Balam Acab
Wander / Wonder
Il lato più ambientale e soft della witch house sul lungo formato ci mancava, ed era plausibile che fosse proprio Balam Acab ad offrircelo: lui che la parentesi delle streghe l'aveva percorsa senza entrarci troppo dentro, senza abbandonarsi a croci capovolte e noise infernale, mantenento un carattere più schivo, quasi indifferente. Era stato il See Birds EP nel 2010 a svelarlo al grande pubblico, e già lì era chiaro come il ragazzo volesse giocare tutto sulle atmosfere, mettere in scena il mistero giocando di sottrazione, affondare di suggestione scommettendo tutto su impressioni vocali e riverberi dub. L'esatto opposto dei Salem, insomma.

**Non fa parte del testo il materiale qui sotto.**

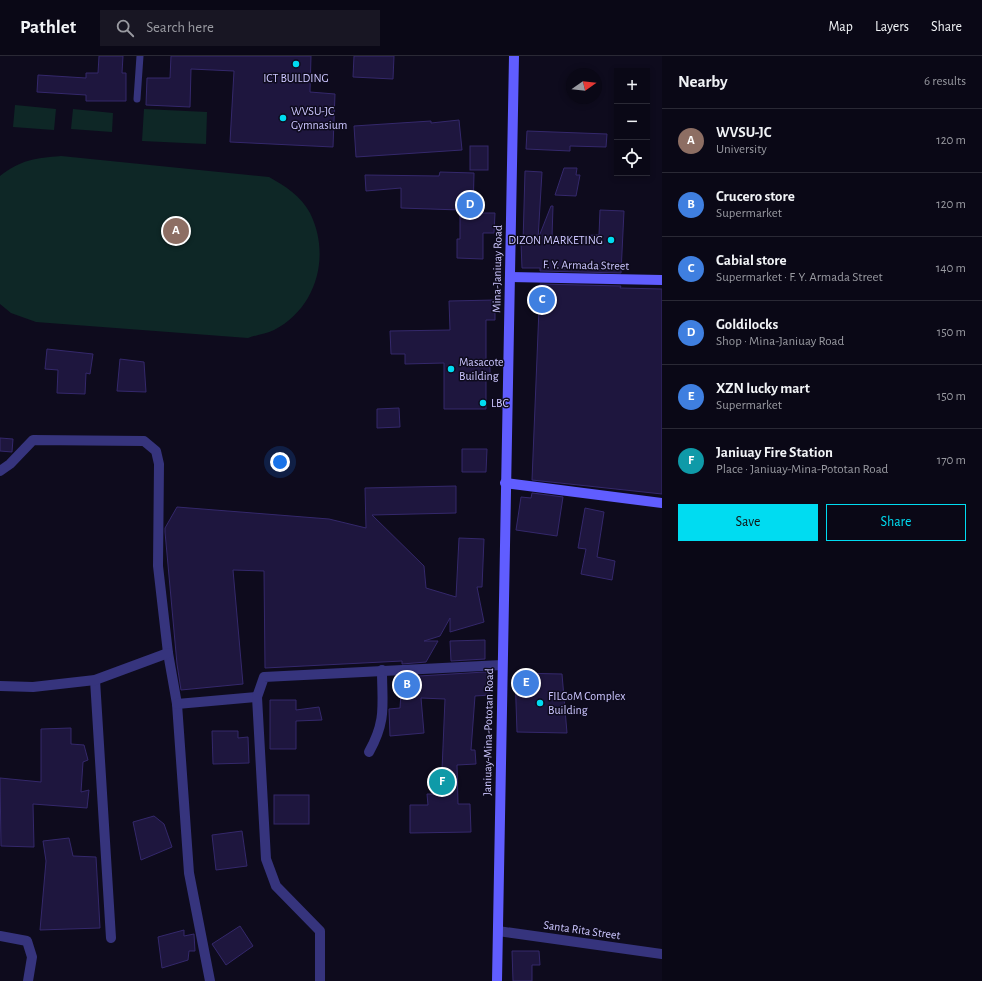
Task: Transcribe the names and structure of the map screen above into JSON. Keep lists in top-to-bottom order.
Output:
{
  "streets": {
    "main road": ["F. Y. Armada Street", "Mina-Janiuay Road", "Janiuay-Mina-Pototan Road"],
    "street": ["Santa Rita Street"]
  },
  "crossings": [
    ["F. Y. Armada Street", "Mina-Janiuay Road"],
    ["Mina-Janiuay Road", "Janiuay-Mina-Pototan Road"],
    ["Janiuay-Mina-Pototan Road", "Santa Rita Street"]
  ],
  "places": [
    "ICT BUILDING",
    "WVSU-JC Gymnasium",
    "DIZON MARKETING",
    "Masacote Building",
    "LBC",
    "FILCoM Complex Building"
  ],
  "north": "right",
  "page": {
    "header": "Pathlet",
    "search": "Search here",
    "nav": ["Map", "Layers", "Share"],
    "heading": ["Nearby", "6 results"],
    "map_buttons": ["+", "−"],
    "list": [
      {
        "mark": "A",
        "name": "WVSU-JC",
        "note": "University",
        "value": "120 m"
      },
      {
        "mark": "B",
        "name": "Crucero store",
        "note": "Supermarket",
        "value": "120 m"
      },
      {
        "mark": "C",
        "name": "Cabial store",
        "note": "Supermarket · F. Y. Armada Street",
        "value": "140 m"
      },
      {
        "mark": "D",
        "name": "Goldilocks",
        "note": "Shop · Mina-Janiuay Road",
        "value": "150 m"
      },
      {
        "mark": "E",
        "name": "XZN lucky mart",
        "note": "Supermarket",
        "value": "150 m"
      },
      {
        "mark": "F",
        "name": "Janiuay Fire Station",
        "note": "Place · Janiuay-Mina-Pototan Road",
        "value": "170 m"
      }
    ],
    "pins": [
      "D",
      "A",
      "C",
      "E",
      "B",
      "F"
    ],
    "buttons": ["Save", "Share"]
  }
}
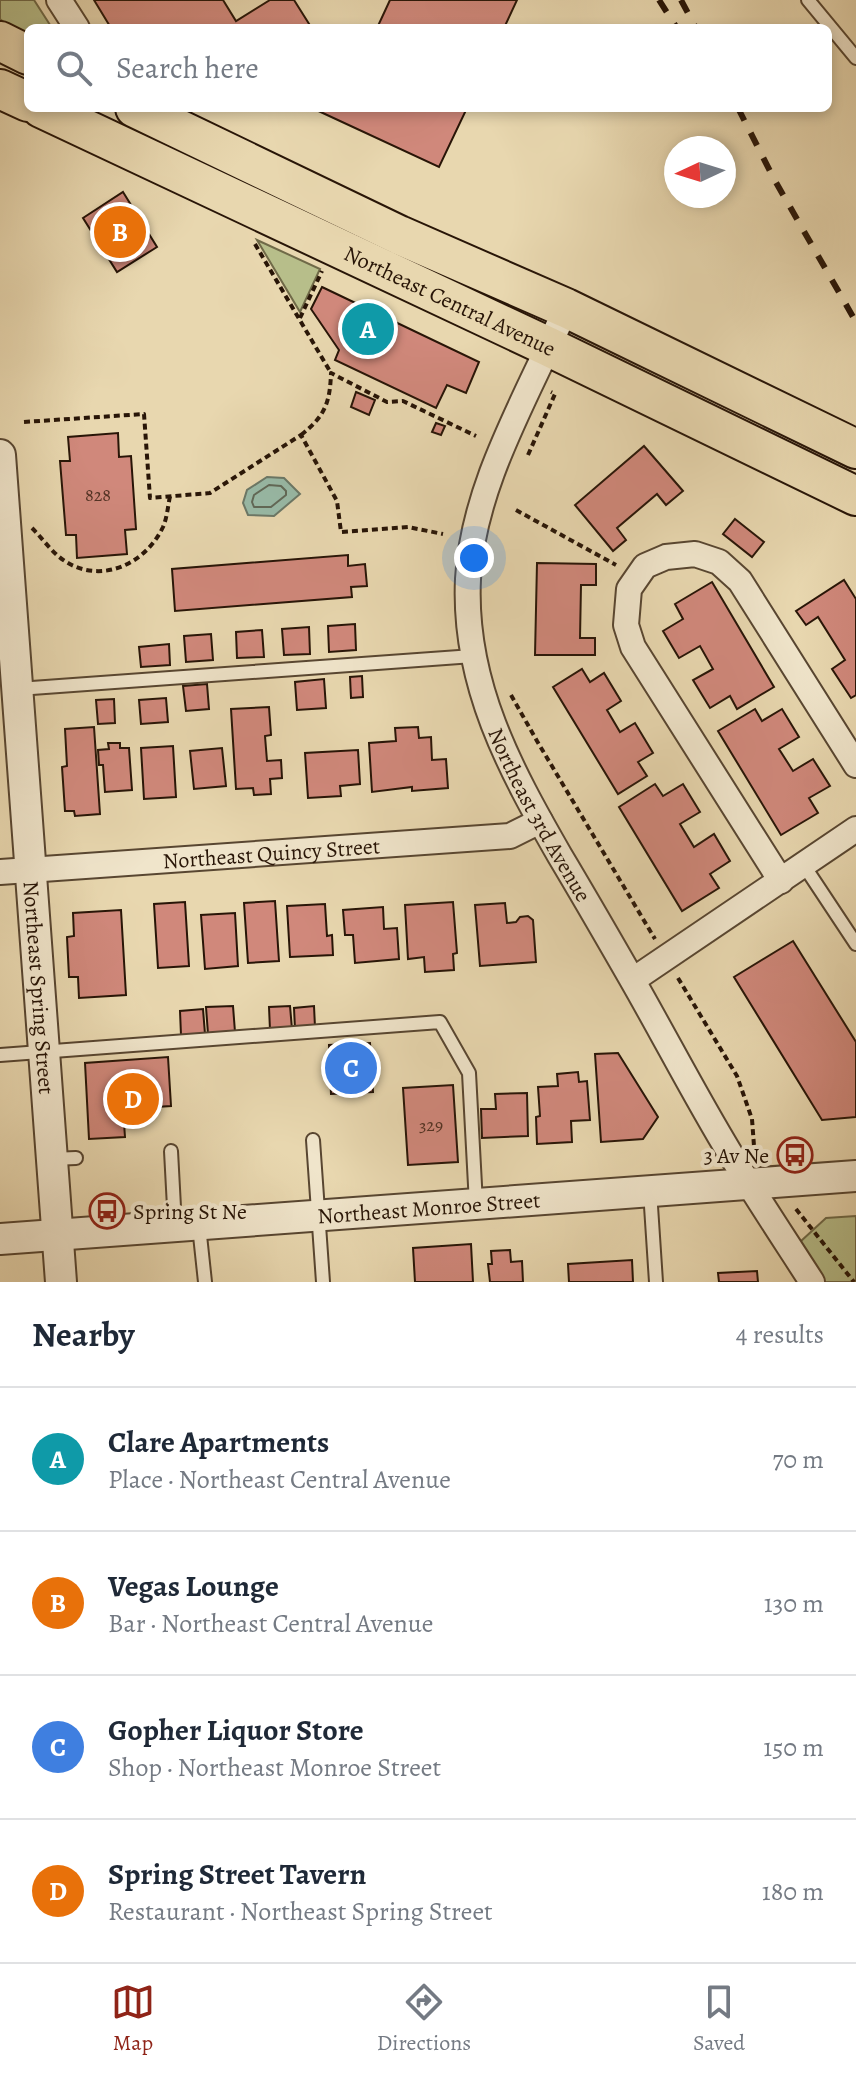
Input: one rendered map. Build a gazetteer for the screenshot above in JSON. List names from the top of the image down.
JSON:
{
  "streets": {
    "main road": ["Northeast Central Avenue"],
    "street": [
      "Northeast 3rd Avenue",
      "Northeast Quincy Street",
      "Northeast Spring Street",
      "Northeast Monroe Street"
    ]
  },
  "crossings": [
    ["Northeast Central Avenue", "Northeast 3rd Avenue"],
    ["Northeast 3rd Avenue", "Northeast Quincy Street"],
    ["Northeast 3rd Avenue", "Northeast Monroe Street"],
    ["Northeast Quincy Street", "Northeast Spring Street"],
    ["Northeast Spring Street", "Northeast Monroe Street"]
  ],
  "places": {
    "bus stop": ["3 Av Ne", "Spring St Ne"]
  },
  "house_numbers": ["828", "329"],
  "north": "left",
  "page": {
    "search": "Search here",
    "pins": [
      "B",
      "A",
      "C",
      "D"
    ],
    "heading": ["Nearby", "4 results"],
    "list": [
      {
        "mark": "A",
        "name": "Clare Apartments",
        "note": "Place · Northeast Central Avenue",
        "value": "70 m"
      },
      {
        "mark": "B",
        "name": "Vegas Lounge",
        "note": "Bar · Northeast Central Avenue",
        "value": "130 m"
      },
      {
        "mark": "C",
        "name": "Gopher Liquor Store",
        "note": "Shop · Northeast Monroe Street",
        "value": "150 m"
      },
      {
        "mark": "D",
        "name": "Spring Street Tavern",
        "note": "Restaurant · Northeast Spring Street",
        "value": "180 m"
      }
    ],
    "nav": ["Map", "Directions", "Saved"]
  }
}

Tagliando tagliando, per l'album di debutto il giovane newyorkese mette da parte anche il suo essere misterioso, e si affaccia su lidi ambient con un'ambizione pop che ricorda i velluti di Jamie e i suoi The xx: (Apart e Motion su tutte, con le sue vocine all'elio e la ritmica aguzza che solletica lo stepping). Anche l'anima dub che aveva ipnotizzato in See Birds ne esce attutita, compensata da un'infatuazione dreamy stilizzata in pieno stile Geotic/Baths (Expect e Now Time sembran prese proprio da Mend). E se aggiungiamo un pizzico di malinconia, finiamo per sentirci quasi glo-nostalgici, in compagnia di una Oh Why che sa tanto di fine di un ciclo.
Togli qua e smussa là, ci ritroviamo così un Balam di gran lunga più delicato, da cuscino soffice e fiammella tremolante riflessa sulle pareti. Inconsistenza eterea e assenza di peso, praticamente la quintessenza dell'ipnagogico. Impalpabile? Può anche darsi, ma non è per forza un difetto. Sicuramente sincero, esente da sovrastrutture e dedito a conquistare l'ascoltatore con forme morbide e sinuose. Perché, se non si fosse ancora capito, l'era funesta della witch è ormai definitivamente chiusa.